### Input data
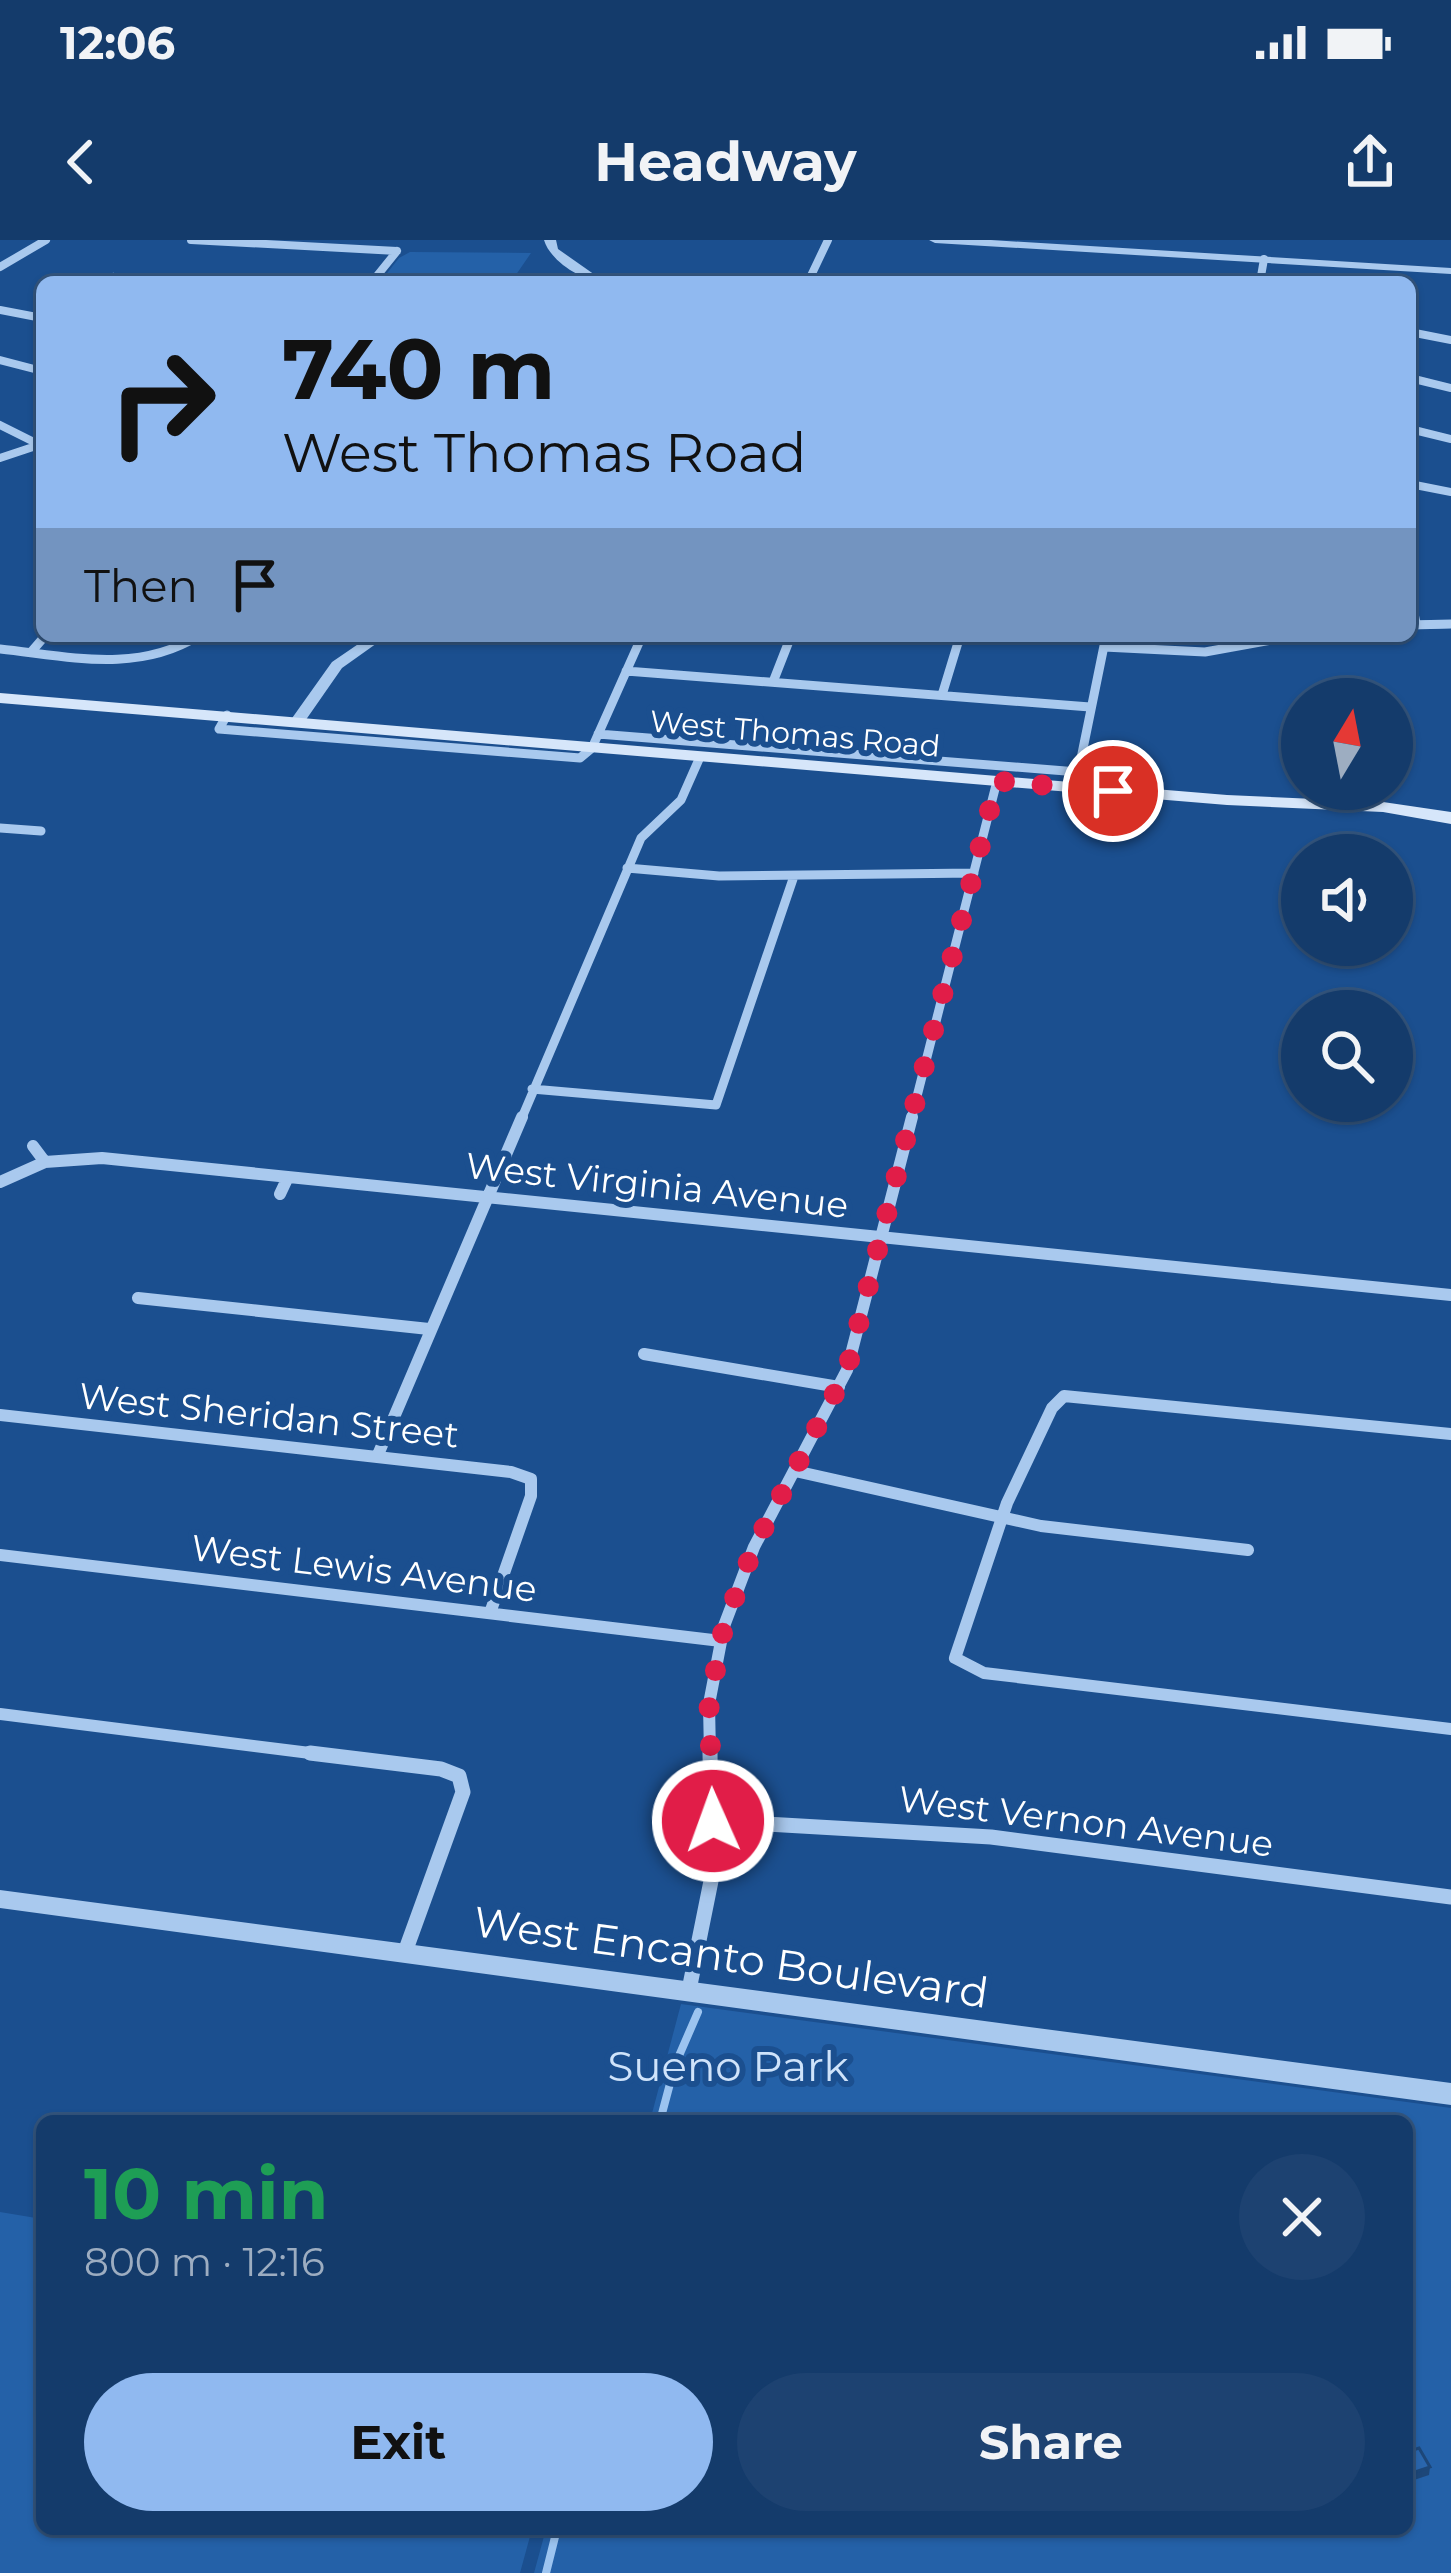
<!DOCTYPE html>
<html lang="en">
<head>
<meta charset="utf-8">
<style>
  :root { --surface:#143b6b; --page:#1d4271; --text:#f1f3f6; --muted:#9dadc1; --line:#33557e; --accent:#90b9f0 }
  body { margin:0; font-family:Montserrat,sans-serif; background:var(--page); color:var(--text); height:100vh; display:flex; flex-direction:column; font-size:45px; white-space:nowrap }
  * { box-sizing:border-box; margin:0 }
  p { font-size:39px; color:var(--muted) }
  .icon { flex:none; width:66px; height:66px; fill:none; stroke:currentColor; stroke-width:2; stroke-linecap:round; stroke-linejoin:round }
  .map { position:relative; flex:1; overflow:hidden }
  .panel { position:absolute; left:36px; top:1875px; width:1377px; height:420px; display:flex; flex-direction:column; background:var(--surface); border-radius:18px; box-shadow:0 3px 9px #0004,0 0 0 3px var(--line) }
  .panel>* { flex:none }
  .guide { position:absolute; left:36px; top:36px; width:1380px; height:366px; border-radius:18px; box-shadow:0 3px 9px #0004,0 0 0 3px var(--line); background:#90b9f0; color:#111; overflow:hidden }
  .needle { width:78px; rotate:10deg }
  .fabs { position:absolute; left:1281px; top:438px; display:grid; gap:24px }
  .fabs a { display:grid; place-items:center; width:132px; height:132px; border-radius:50%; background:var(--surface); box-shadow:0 3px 9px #0004,0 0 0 3px var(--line); font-size:60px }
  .pin { position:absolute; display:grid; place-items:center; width:102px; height:102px; color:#fff; margin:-51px; border:6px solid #fff; border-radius:50%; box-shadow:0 3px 12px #0007 }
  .me { position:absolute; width:132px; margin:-66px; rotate:358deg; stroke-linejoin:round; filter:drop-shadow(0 0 9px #0008) }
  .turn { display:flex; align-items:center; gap:42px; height:252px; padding:0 48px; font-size:54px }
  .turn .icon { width:156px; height:156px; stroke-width:2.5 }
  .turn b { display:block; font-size:84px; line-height:102px }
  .then { display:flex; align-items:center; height:114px; padding:0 48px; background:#0003; gap:24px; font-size:45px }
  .round { display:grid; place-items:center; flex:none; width:126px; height:126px; border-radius:63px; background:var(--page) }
  .summary { display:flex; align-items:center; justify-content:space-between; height:204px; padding:0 48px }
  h1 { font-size:72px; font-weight:700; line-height:90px; color:#1e9e55 }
  .button { display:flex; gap:24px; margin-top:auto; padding:24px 48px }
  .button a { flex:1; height:138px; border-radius:72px; background:var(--accent); color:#111; font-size:48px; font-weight:700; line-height:138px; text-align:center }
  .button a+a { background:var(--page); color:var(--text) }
  .status { display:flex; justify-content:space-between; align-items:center; height:84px; padding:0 60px; background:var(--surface); direction:ltr }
  .status svg { height:33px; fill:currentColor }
  header { display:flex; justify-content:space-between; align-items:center; height:156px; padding:0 48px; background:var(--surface); font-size:54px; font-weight:700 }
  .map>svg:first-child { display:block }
  .green { fill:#2461a8 }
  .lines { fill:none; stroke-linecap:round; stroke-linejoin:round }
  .stream { stroke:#9cc4f0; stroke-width:8 }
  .minor-far3 { stroke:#a9c9ee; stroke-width:8 }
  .minor-far2 { stroke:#a9c9ee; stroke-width:9 }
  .minor-far1 { stroke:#a9c9ee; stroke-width:12 }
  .minor { stroke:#a9c9ee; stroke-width:15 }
  .tertiary { fill:#a9c9ee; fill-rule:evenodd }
  .secondary { fill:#d6e6fa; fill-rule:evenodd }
  .shaded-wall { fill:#1d4779 }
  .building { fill:#2a66ad; stroke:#1d4779; stroke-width:3 }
  .route { stroke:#e11d48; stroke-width:21; stroke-dasharray:0 37.8 }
  .labels { text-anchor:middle; stroke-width:12; stroke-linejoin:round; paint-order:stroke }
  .far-street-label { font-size:30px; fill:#fff; stroke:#1b4f8f }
  .street-label { font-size:36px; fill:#fff; stroke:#1b4f8f }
  .near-street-label { font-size:42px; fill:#fff; stroke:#1b4f8f }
  .near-park-label { font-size:42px; fill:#cfe3fa; stroke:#1b4f8f }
</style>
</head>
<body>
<div class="status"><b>12:06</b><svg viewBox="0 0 49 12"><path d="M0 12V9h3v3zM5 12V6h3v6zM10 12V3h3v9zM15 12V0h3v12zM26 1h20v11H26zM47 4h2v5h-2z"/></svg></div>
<header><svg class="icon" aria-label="back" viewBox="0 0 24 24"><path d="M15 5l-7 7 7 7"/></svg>Headway<svg class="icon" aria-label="share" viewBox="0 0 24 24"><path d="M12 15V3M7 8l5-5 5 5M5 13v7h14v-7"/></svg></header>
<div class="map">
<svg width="1451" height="2333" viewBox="0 0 1451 2333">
  <rect width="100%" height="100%" fill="#1b4f8f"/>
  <path class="green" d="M410,12l121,1 -20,29h-131l19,-24z
    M681,1764l770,104v465h-917l12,-44h861v-408h-757z
    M0,1972l42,7v310h490l-12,44h-520z"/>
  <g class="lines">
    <path class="stream" d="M660,1881l15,-56 23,-53
      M546,2333l11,-44"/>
    <path class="minor-far3" d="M191,0l206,11
      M0,27l46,-27
      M103,42l10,-5
      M372,42l25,-31
      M808,42l20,-42
      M1260,42l4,-23
      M0,70l42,8
      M1410,92l41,8
      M0,120l42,11
      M1410,138l41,10
      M0,185l40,20
      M1410,189l41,10
      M0,218l42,-14
      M1410,244l41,8
      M1410,353l7,32
      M1410,385l41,-1"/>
    <path class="minor-far2" d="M1410,385l41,-1
      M1104,407l101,5 89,-16
      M0,409c67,7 137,25 198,-13
      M32,411l13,-15
      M626,431l464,36
      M773,442l18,-46
      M942,455l18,-59
      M227,475l-8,14 361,29 12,-10 50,-112
      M598,494l480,38
      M1075,548l31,-152
      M0,588l41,3
      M627,628l92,8 255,-3
      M532,849l184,16 78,-229
      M521,880l120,-282 40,-38 19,-43
      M911,880l86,-339"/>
    <path class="minor-far1" d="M33,906l12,16
      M0,942l45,-20 57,-4 1349,137
      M280,954l8,-17
      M138,1058l291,31
      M644,1114l195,33
      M0,1175l511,57 20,7v17l-41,117
      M1451,1194l-387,-38 -12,12 -45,95 -52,155 29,15 467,56
      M377,1217l145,-340
      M795,1231l246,55 207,24
      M0,1315l721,86
      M0,1474l334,42
      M710,1516l-1,-52 15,-78 30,-79 93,-177 65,-253"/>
    <path class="minor" d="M310,1513l131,16 18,7 4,16 -58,160
      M713,1581l278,16 460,60
      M689,1750l23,-114 -2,-123"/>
    <path class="tertiary" d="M544,0h12l2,9 47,33c-22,0 -55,-21 -61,-42z
      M929,0h62l460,28v6l-516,-31z
      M370,396h17l-45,32 -39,56h-10l-3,-3 42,-59z
      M0,1650l1451,193v22l-1451,-197z"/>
    <path class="secondary" d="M0,453l1227,102 156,7 68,10v12l-68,-12 -156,-7 -1227,-102z"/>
  </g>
  <path class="shaded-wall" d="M1430,2227l-1,8 -21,7 1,-8z"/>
  <path class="building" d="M1419,2208l11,19 -21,7 -2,-3v-19z"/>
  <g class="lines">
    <path class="route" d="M713,1581l-4,-117 15,-78 30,-79 93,-177 150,-589 116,10"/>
  </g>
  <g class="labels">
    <g class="far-street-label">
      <text transform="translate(795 494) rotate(5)" y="10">West Thomas Road</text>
    </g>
    <g class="street-label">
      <text transform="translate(657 945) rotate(6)" y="13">West Virginia Avenue</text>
      <text transform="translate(269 1175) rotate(6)" y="13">West Sheridan Street</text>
      <text transform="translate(364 1328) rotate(7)" y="13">West Lewis Avenue</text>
      <text transform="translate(1086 1581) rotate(7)" y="13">West Vernon Avenue</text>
    </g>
    <g class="near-street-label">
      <text transform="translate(731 1717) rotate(8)" y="15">West Encanto Boulevard</text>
    </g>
    <g class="near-park-label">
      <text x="728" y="1841">Sueno Park</text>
    </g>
  </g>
</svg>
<div class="fabs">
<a><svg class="needle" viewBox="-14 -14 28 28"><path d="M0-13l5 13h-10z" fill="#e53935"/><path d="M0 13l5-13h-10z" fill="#9dadc1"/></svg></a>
<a><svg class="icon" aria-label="sound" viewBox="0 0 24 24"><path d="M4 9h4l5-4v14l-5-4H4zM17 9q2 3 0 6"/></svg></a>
<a><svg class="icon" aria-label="search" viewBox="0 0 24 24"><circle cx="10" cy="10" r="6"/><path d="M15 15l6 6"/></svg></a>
</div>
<div class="pin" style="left:1113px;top:551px;background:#d93025"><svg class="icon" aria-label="arrive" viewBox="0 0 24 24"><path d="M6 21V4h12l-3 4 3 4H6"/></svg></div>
<svg class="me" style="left:713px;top:1581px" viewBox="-20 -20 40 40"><circle r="17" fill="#e11d48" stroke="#fff" stroke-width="3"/><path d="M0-11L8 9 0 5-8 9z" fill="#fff"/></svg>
<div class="guide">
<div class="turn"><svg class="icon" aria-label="right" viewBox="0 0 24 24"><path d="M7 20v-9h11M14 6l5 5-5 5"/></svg><div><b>740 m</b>West Thomas Road</div></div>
<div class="then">Then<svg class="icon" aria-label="arrive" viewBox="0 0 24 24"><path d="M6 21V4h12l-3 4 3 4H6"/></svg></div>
</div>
<section class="panel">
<div class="summary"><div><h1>10 min</h1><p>800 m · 12:16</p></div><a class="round"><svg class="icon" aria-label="close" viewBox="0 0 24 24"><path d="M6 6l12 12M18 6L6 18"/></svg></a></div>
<div class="button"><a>Exit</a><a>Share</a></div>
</section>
</div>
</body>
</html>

### Problem statement
Reproduce only the lines from the first line of the listing above up to and including the line that holds "position:absolute; display:grid; place-items:center;". Omit the pictures.

### Exercise result
<!DOCTYPE html>
<html lang="en">
<head>
<meta charset="utf-8">
<style>
  :root { --surface:#143b6b; --page:#1d4271; --text:#f1f3f6; --muted:#9dadc1; --line:#33557e; --accent:#90b9f0 }
  body { margin:0; font-family:Montserrat,sans-serif; background:var(--page); color:var(--text); height:100vh; display:flex; flex-direction:column; font-size:45px; white-space:nowrap }
  * { box-sizing:border-box; margin:0 }
  p { font-size:39px; color:var(--muted) }
  .icon { flex:none; width:66px; height:66px; fill:none; stroke:currentColor; stroke-width:2; stroke-linecap:round; stroke-linejoin:round }
  .map { position:relative; flex:1; overflow:hidden }
  .panel { position:absolute; left:36px; top:1875px; width:1377px; height:420px; display:flex; flex-direction:column; background:var(--surface); border-radius:18px; box-shadow:0 3px 9px #0004,0 0 0 3px var(--line) }
  .panel>* { flex:none }
  .guide { position:absolute; left:36px; top:36px; width:1380px; height:366px; border-radius:18px; box-shadow:0 3px 9px #0004,0 0 0 3px var(--line); background:#90b9f0; color:#111; overflow:hidden }
  .needle { width:78px; rotate:10deg }
  .fabs { position:absolute; left:1281px; top:438px; display:grid; gap:24px }
  .fabs a { display:grid; place-items:center; width:132px; height:132px; border-radius:50%; background:var(--surface); box-shadow:0 3px 9px #0004,0 0 0 3px var(--line); font-size:60px }
  .pin { position:absolute; display:grid; place-items:center; width:102px; height:102px; color:#fff; margin:-51px; border:6px solid #fff; border-radius:50%; box-shadow:0 3px 12px #0007 }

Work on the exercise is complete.